Si è tenuta ieri, presso l’aula del V piano di Palazzo San Macuto, l’audizione in Commissione antimafia del tenente colonnello in congedo Carmelo Canale, considerato il braccio destro del giudice Paolo Borsellino.
L’intervento era atteso dopo che la volontà espressa dalla presidente della Commissione antimafia, Chiara Colosimo, di desecretare la sua precedente audizione, resa il 3 settembre 1997 in Commissione antimafia, aveva ricevuto il netto rifiuto da parte dell’ex ufficiale dei Carabinieri: «Non desecretate la mia audizione, piuttosto vengo a deporre in Antimafia».

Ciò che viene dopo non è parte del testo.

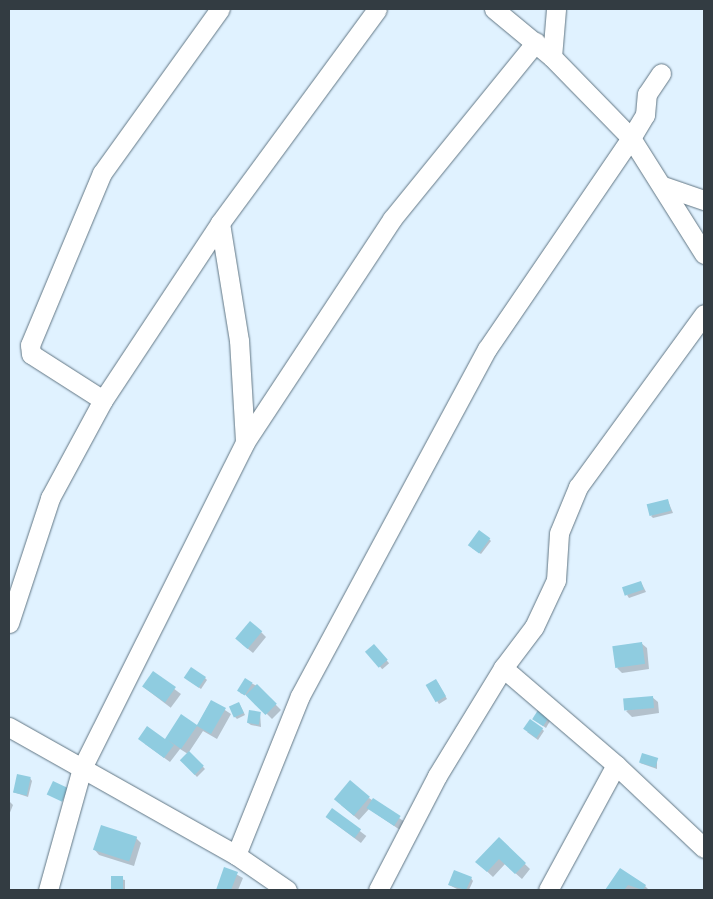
<!DOCTYPE html>
<style>
body{margin:0}
#map{position:relative;width:713px;height:899px;overflow:hidden;background:#e0f2ff;font-family:"Source Serif 4",serif}
div>[style]{position:absolute}
[style*='--x']{left:calc(var(--x)*1px);top:calc(var(--y)*1px);width:calc(var(--w)*1px);rotate:calc(var(--a)*1deg)}
.shadow>*{inset:0;background:#0003;transform-origin:0 0}
.building>*{inset:0;background:#8fcce0;transform-origin:0 0}
.roads{filter:drop-shadow(0 0 1px #617684) drop-shadow(0 0 1px #617684)}
.street>*{height:19px;margin:-9.5px;padding:0 9.5px;transform-origin:9.5px;border-radius:9.5px;background:#fff}
span{translate:-50% -50%;white-space:nowrap;text-align:center;line-height:1.15;-webkit-text-stroke:4px #fcfcfc;paint-order:stroke}
.frame{position:absolute;inset:0;border:10px solid #333c42;pointer-events:none}
</style>
<div id="map">
<div class="shadow">
<i style="clip-path:polygon(668px 501px,673px 513px,653px 518px,651px 516px)"></i>
<i style="clip-path:polygon(489px 539px,491px 541px,481px 554px,472px 548px)"></i>
<i style="clip-path:polygon(641px 582px,646px 592px,629px 598px,627px 595px)"></i>
<i style="clip-path:polygon(261px 632px,266px 637px,253px 653px,242px 644px)"></i>
<i style="clip-path:polygon(641px 643px,647px 648px,649px 669px,622px 673px,617px 668px)"></i>
<i style="left:374px;top:646px;width:23px;height:9px;rotate:49deg"></i>
<i style="left:153px;top:673px;width:35px;height:17px;rotate:37deg"></i>
<i style="clip-path:polygon(205px 678px,207px 680px,201px 689px,188px 680px)"></i>
<i style="clip-path:polygon(245px 680px,257px 686px,281px 710px,272px 719px,249px 696px,240px 693px)"></i>
<i style="clip-path:polygon(438px 683px,447px 699px,439px 704px,427px 686px)"></i>
<i style="clip-path:polygon(652px 697px,658px 702px,659px 713px,632px 717px,626px 711px)"></i>
<i style="clip-path:polygon(211px 701px,231px 714px,217px 739px,203px 731px,189px 752px,205px 769px,197px 777px,181px 760px,188px 754px,180px 749px,170px 762px,145px 744px,165px 740px,182px 716px,197px 726px)"></i>
<i style="clip-path:polygon(239px 703px,245px 715px,237px 719px,234px 716px)"></i>
<i style="clip-path:polygon(539px 712px,550px 721px,546px 728px,536px 721px)"></i>
<i style="clip-path:polygon(260px 713px,261px 727px,251px 725px,248px 723px)"></i>
<i style="clip-path:polygon(542px 729px,544px 731px,538px 740px,527px 732px)"></i>
<i style="clip-path:polygon(657px 759px,657px 769px,640px 763px)"></i>
<i style="clip-path:polygon(30px 778px,32px 781px,28px 797px,13px 792px)"></i>
<i style="clip-path:polygon(369px 798px,405px 822px,400px 830px,369px 809px,359px 820px,341px 805px)"></i>
<i style="clip-path:polygon(9px 801px,13px 805px,9px 815px)"></i>
<i style="left:332px;top:810px;width:43px;height:9px;rotate:37deg"></i>
<i style="clip-path:polygon(136px 838px,141px 843px,134px 866px,99px 855px,94px 849px)"></i>
<i style="clip-path:polygon(499px 839px,530px 869px,522px 879px,505px 864px,493px 877px,477px 862px)"></i>
<i style="clip-path:polygon(225px 868px,243px 878px,238px 890px,217px 890px)"></i>
<i style="clip-path:polygon(620px 870px,645px 886px,649px 890px,606px 890px)"></i>
<i style="clip-path:polygon(112px 877px,125px 880px,125px 890px,112px 890px)"></i>
<i style="clip-path:polygon(471px 878px,473px 881px,469px 890px,459px 890px,449px 885px)"></i>
</div>
<div class="building">
<i style="left:668px;top:499px;width:12px;height:22px;rotate:76deg"></i>
<i style="left:479px;top:530px;width:14px;height:19px;rotate:36deg"></i>
<i style="left:641px;top:581px;width:9px;height:20px;rotate:72deg"></i>
<i style="left:250px;top:621px;width:16px;height:23px;rotate:40deg"></i>
<i style="left:642px;top:642px;width:22px;height:30px;rotate:82deg"></i>
<i style="left:374px;top:644px;width:21px;height:12px;rotate:49deg"></i>
<i style="left:191px;top:667px;width:18px;height:13px;rotate:34deg"></i>
<i style="left:153px;top:671px;width:28px;height:19px;rotate:35deg"></i>
<i style="left:245px;top:678px;width:9px;height:15px;rotate:32deg"></i>
<i style="left:436px;top:679px;width:20px;height:12px;rotate:60deg"></i>
<i style="left:257px;top:684px;width:28px;height:16px;rotate:45deg"></i>
<i style="left:653px;top:696px;width:12px;height:30px;rotate:85deg"></i>
<i style="clip-path:polygon(211px 700px,226px 708px,211px 734px,197px 726px,181px 749px,168px 740px,174px 745px,164px 758px,138px 739px,147px 726px,165px 739px,181px 714px,197px 725px)"></i>
<i style="left:239px;top:702px;width:12px;height:11px;rotate:66deg"></i>
<i style="left:249px;top:710px;width:12px;height:13px;rotate:9deg"></i>
<i style="left:538px;top:710px;width:13px;height:11px;rotate:32deg"></i>
<i style="left:530px;top:719px;width:16px;height:12px;rotate:35deg"></i>
<i style="left:189px;top:751px;width:21px;height:13px;rotate:45deg"></i>
<i style="left:642px;top:753px;width:17px;height:10px;rotate:17deg"></i>
<i style="left:17px;top:774px;width:14px;height:19px;rotate:12deg"></i>
<i style="left:350px;top:780px;width:26px;height:25px;rotate:40deg"></i>
<i style="left:53px;top:781px;width:17px;height:15px;rotate:25deg"></i>
<i style="left:373px;top:798px;width:33px;height:12px;rotate:33deg"></i>
<i style="left:332px;top:808px;width:36px;height:11px;rotate:36deg"></i>
<i style="left:101px;top:825px;width:38px;height:26px;rotate:18deg"></i>
<i style="clip-path:polygon(499px 837px,526px 863px,515px 874px,499px 859px,487px 872px,475px 862px)"></i>
<i style="clip-path:polygon(224px 867px,238px 872px,231px 890px,216px 890px)"></i>
<i style="clip-path:polygon(620px 868px,646px 885px,643px 890px,628px 885px,624px 890px,605px 890px)"></i>
<i style="clip-path:polygon(454px 870px,472px 877px,466px 890px,448px 885px)"></i>
<i style="left:111px;top:876px;width:12px;height:14px"></i>
</div>
<div class="roads">
<div class="street">
<i style="--x:494;--y:9;--w:75;--a:39.6"></i>
<i style="--x:552;--y:57;--w:113;--a:45.7"></i>
<i style="--x:631;--y:138;--w:137;--a:57.8"></i>
<i style="--x:552;--y:57;--w:48;--a:-85.2"></i>
<i style="--x:663;--y:186;--w:43;--a:18.9"></i>
<i style="--x:220;--y:223;--w:119;--a:80.8"></i>
<i style="--x:239;--y:340;--w:102;--a:86.6"></i>
<i style="--x:103;--y:400;--w:85;--a:-147.4"></i>
<i style="--x:31;--y:354;--w:9;--a:-96"></i>
<i style="--x:30;--y:345;--w:186;--a:-67.3"></i>
<i style="--x:102;--y:173;--w:202;--a:-54.3"></i>
<i style="--x:9;--y:623;--w:132;--a:-71.8"></i>
<i style="--x:50;--y:498;--w:111;--a:-61.6"></i>
<i style="--x:103;--y:400;--w:212;--a:-56.5"></i>
<i style="--x:220;--y:223;--w:265;--a:-53.7"></i>
<i style="--x:503;--y:668;--w:149;--a:40.6"></i>
<i style="--x:616;--y:765;--w:121;--a:43.3"></i>
<i style="--x:9;--y:727;--w:261;--a:29.4"></i>
<i style="--x:236;--y:855;--w:62;--a:34.5"></i>
<i style="--x:236;--y:855;--w:171;--a:-68.1"></i>
<i style="--x:300;--y:696;--w:394;--a:-61.7"></i>
<i style="--x:487;--y:349;--w:255;--a:-55.7"></i>
<i style="--x:631;--y:138;--w:27;--a:-59"></i>
<i style="--x:645;--y:115;--w:21;--a:-85"></i>
<i style="--x:647;--y:94;--w:25;--a:-56"></i>
<i style="--x:48;--y:890;--w:127;--a:-74.4"></i>
<i style="--x:82;--y:768;--w:364;--a:-63.4"></i>
<i style="--x:245;--y:442;--w:267;--a:-56.6"></i>
<i style="--x:392;--y:219;--w:228;--a:-50.9"></i>
<i style="--x:378;--y:890;--w:128;--a:-62.6"></i>
<i style="--x:437;--y:776;--w:127;--a:-58.6"></i>
<i style="--x:503;--y:668;--w:51;--a:-52.9"></i>
<i style="--x:534;--y:627;--w:52;--a:-64.9"></i>
<i style="--x:556;--y:580;--w:47;--a:-86.3"></i>
<i style="--x:559;--y:533;--w:50;--a:-67.6"></i>
<i style="--x:578;--y:487;--w:214;--a:-53.9"></i>
<i style="--x:548;--y:890;--w:142;--a:-61.5"></i>
</div>
</div>
<div class="frame"></div>
</div>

Una testimonianza che doveva essere rilevante nell’ambito dell’inchiesta sulla strage di via D’Amelio.
Al centro delle dichiarazioni di Canale l’indagine condotta dai Ros di Mario Mori su mafia e appalti, e la sfiducia che Borsellino nutriva per alcuni colleghi della procura di Palermo.
In particolare nei confronti dell’allora procuratore Giammanco.
Una lunghissima narrazione anche di fatti insignificanti – oltre quelli già noti – come nel caso di una discussione che Borsellino avrebbe avuto pochi giorni prima di morire con l’allora procuratore di Caltanissetta Salvatore Celesti.
Un’animata discussione della quale l’ex carabiniere non conosce i contenuti. Quindi? Il nulla.
Il dato più interessante – da verificare – al netto di aneddoti e deduzioni del dichiarante, riguarda l’indagine in materia di appalti che Canale con Borsellino aveva svolto a Pantelleria nel ’91.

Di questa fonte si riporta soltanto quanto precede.